== Stored data
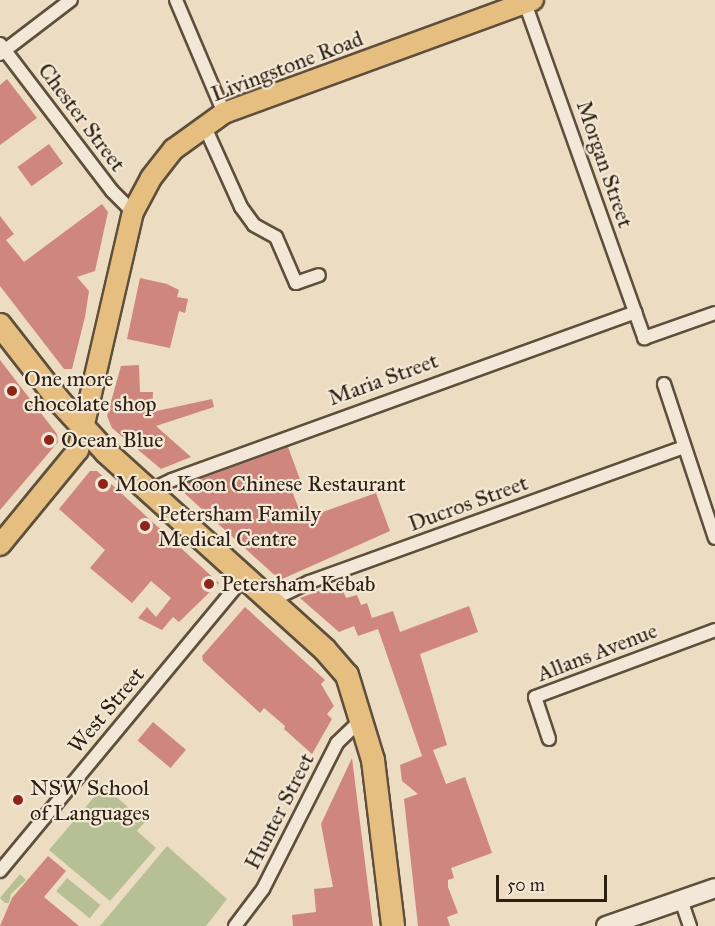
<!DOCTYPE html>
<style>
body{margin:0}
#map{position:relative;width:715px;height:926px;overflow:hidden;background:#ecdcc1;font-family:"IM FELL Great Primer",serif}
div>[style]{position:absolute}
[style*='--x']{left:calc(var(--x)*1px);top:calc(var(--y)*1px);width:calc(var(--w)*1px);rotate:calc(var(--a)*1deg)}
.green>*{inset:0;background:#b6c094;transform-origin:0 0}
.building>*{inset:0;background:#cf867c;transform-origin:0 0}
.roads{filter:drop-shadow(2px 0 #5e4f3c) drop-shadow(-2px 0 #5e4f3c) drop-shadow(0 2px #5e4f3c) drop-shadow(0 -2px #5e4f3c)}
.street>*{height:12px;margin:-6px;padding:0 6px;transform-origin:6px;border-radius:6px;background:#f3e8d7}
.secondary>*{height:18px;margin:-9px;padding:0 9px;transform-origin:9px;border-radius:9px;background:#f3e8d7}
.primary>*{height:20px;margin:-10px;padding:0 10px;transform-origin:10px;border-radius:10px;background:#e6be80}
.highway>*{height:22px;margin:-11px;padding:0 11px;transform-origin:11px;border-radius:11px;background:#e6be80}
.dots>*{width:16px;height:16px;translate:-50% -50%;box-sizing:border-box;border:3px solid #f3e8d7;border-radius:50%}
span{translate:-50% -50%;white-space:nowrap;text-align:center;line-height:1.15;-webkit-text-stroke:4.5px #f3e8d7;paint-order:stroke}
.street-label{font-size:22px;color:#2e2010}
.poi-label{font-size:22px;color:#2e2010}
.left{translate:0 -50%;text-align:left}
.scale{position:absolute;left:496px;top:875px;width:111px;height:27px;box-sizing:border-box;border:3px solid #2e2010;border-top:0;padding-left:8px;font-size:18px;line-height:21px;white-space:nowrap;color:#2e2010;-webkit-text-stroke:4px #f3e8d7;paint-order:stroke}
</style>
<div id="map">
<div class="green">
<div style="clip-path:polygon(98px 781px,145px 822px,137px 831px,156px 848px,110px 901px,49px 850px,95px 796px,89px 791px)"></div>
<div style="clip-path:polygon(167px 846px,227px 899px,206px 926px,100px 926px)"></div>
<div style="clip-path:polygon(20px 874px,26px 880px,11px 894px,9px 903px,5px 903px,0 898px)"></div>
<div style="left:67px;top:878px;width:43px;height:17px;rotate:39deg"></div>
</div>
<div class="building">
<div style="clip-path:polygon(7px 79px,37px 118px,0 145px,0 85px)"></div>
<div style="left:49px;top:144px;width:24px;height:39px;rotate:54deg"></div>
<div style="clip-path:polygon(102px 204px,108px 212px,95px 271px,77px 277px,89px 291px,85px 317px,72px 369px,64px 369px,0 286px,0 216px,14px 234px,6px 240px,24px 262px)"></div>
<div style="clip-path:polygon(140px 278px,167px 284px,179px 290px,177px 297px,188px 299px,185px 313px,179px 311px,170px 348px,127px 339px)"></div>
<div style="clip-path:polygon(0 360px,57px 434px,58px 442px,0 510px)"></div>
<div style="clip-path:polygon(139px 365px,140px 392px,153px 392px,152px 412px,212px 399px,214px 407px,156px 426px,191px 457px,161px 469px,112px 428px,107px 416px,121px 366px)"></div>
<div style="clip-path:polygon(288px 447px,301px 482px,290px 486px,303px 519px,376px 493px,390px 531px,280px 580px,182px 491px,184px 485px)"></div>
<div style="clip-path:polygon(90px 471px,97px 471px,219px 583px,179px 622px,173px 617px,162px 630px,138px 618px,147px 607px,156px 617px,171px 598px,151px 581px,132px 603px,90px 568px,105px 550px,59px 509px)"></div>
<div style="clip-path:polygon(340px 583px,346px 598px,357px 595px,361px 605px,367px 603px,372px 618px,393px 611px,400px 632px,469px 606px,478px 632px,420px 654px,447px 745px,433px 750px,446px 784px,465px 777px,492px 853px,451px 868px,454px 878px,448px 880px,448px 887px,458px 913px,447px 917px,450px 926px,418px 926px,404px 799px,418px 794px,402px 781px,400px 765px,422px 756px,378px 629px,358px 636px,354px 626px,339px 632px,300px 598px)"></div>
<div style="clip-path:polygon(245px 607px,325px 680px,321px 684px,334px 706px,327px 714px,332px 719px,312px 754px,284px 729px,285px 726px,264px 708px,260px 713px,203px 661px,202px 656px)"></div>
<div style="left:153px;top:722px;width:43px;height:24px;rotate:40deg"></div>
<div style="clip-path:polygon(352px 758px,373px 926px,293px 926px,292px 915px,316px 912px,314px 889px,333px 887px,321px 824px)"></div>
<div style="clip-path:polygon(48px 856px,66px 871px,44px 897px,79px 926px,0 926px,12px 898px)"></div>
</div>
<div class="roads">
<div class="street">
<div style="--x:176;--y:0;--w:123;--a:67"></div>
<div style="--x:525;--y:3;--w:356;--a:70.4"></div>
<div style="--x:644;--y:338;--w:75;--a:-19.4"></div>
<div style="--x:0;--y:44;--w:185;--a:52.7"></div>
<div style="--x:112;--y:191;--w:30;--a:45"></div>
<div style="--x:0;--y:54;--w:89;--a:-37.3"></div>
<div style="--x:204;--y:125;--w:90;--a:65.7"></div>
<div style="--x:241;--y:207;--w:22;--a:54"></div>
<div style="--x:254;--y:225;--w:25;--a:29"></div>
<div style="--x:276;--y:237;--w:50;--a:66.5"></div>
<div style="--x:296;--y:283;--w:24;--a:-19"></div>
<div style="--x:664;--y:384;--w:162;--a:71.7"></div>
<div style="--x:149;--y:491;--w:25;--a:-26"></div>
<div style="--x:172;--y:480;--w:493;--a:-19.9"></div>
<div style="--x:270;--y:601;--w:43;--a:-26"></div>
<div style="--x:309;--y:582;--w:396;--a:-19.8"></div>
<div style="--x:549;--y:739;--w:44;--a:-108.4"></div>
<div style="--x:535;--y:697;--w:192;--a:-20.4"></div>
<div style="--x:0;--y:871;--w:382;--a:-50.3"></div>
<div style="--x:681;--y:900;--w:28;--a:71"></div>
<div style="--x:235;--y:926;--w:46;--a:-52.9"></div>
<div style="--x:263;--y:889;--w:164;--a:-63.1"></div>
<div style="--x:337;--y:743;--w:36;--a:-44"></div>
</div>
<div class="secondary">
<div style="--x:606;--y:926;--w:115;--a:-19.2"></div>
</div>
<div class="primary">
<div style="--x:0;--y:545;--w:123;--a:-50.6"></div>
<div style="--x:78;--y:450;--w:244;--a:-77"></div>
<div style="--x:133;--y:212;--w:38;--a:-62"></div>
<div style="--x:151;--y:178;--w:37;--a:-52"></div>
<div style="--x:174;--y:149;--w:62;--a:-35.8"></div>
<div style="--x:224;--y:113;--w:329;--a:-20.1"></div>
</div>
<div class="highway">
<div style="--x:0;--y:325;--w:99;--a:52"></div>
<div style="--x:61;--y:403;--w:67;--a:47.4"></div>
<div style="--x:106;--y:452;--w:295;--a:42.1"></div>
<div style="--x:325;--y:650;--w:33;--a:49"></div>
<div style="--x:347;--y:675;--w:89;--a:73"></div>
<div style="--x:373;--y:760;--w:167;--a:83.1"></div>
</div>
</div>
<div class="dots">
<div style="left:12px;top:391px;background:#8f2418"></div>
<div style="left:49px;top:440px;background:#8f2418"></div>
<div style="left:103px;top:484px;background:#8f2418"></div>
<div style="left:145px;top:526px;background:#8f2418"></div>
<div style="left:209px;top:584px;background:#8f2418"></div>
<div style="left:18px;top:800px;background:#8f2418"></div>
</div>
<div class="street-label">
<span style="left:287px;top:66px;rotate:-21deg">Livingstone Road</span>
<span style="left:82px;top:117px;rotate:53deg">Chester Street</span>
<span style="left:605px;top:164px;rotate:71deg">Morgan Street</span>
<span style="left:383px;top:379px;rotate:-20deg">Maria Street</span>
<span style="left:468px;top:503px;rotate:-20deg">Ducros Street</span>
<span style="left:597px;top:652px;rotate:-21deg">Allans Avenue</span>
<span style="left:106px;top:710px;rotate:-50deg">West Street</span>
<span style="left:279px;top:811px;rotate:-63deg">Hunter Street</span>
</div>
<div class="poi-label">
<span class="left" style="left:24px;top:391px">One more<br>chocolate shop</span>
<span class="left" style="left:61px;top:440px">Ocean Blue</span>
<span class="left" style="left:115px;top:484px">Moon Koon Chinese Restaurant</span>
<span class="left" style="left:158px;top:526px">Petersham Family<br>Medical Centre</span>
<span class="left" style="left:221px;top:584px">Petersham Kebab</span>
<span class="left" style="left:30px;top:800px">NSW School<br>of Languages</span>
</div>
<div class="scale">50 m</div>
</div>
====
Your assignment:
With "green" as the string to look for, count the matching lines in the entries above and report only the number.

Answer for the task:
2